Supplied entries: Begin

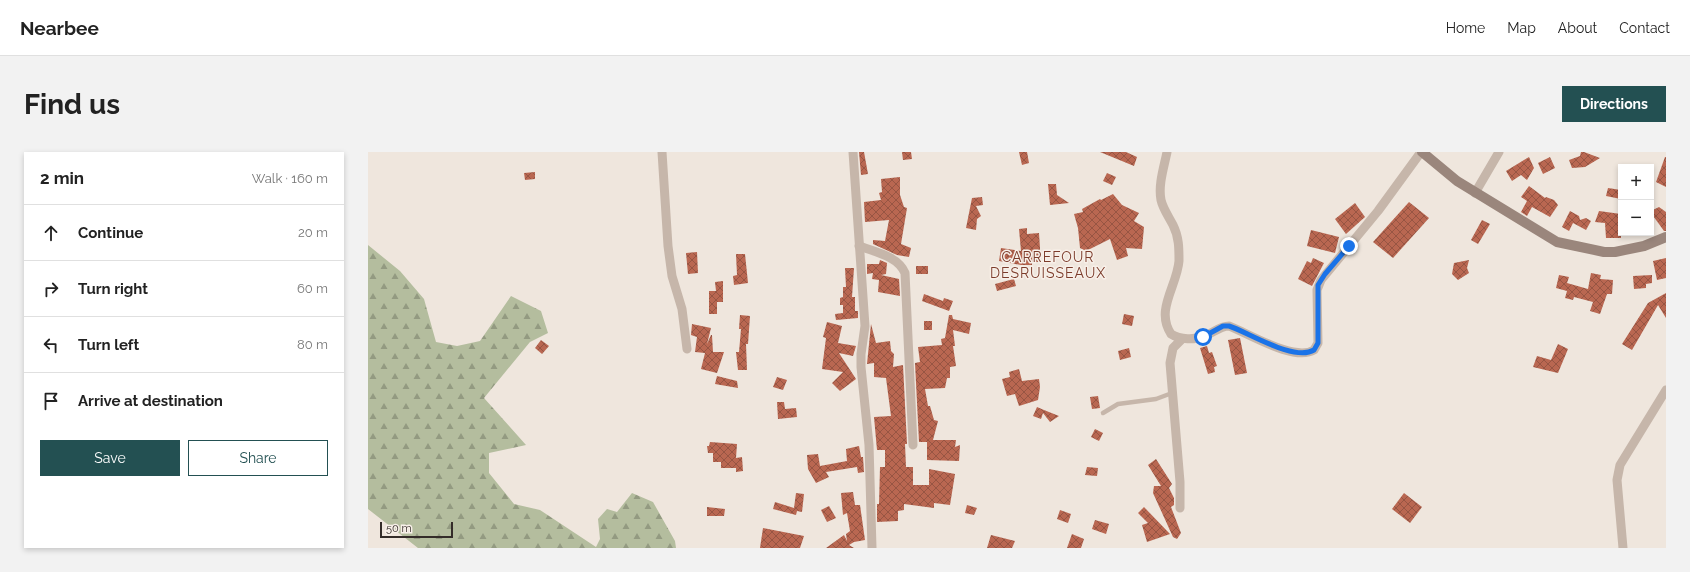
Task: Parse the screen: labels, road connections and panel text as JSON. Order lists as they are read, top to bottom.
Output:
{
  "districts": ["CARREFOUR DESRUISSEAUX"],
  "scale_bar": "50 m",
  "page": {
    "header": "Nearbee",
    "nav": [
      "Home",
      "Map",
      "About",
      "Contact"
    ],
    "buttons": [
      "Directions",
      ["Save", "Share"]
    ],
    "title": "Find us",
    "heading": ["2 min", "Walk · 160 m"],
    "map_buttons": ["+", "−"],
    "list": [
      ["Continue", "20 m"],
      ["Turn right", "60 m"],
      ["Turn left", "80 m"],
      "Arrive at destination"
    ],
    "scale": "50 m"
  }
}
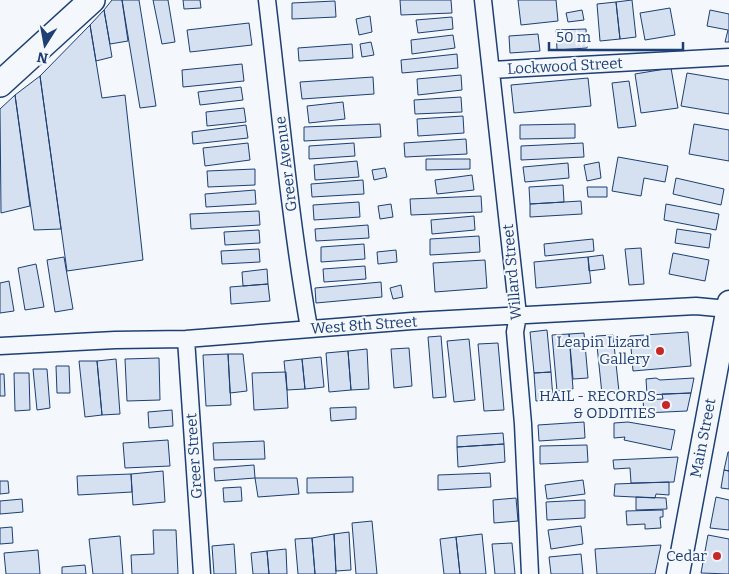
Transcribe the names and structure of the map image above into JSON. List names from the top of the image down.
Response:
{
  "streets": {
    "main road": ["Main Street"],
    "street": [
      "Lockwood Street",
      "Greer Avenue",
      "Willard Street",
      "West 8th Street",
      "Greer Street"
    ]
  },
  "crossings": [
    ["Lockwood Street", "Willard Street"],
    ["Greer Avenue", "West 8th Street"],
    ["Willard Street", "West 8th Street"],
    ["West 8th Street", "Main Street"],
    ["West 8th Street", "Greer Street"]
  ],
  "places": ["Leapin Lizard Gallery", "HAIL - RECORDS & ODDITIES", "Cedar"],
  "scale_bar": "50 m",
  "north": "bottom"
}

Supplied entries: End

What you need to do:
Wherever the string "JSON" turns up in the material, copy the whole line.

Solution to the problem:
Task: Parse the screen: labels, road connections and panel text as JSON. Order lists as they are read, top to bottom.
Transcribe the names and structure of the map image above into JSON. List names from the top of the image down.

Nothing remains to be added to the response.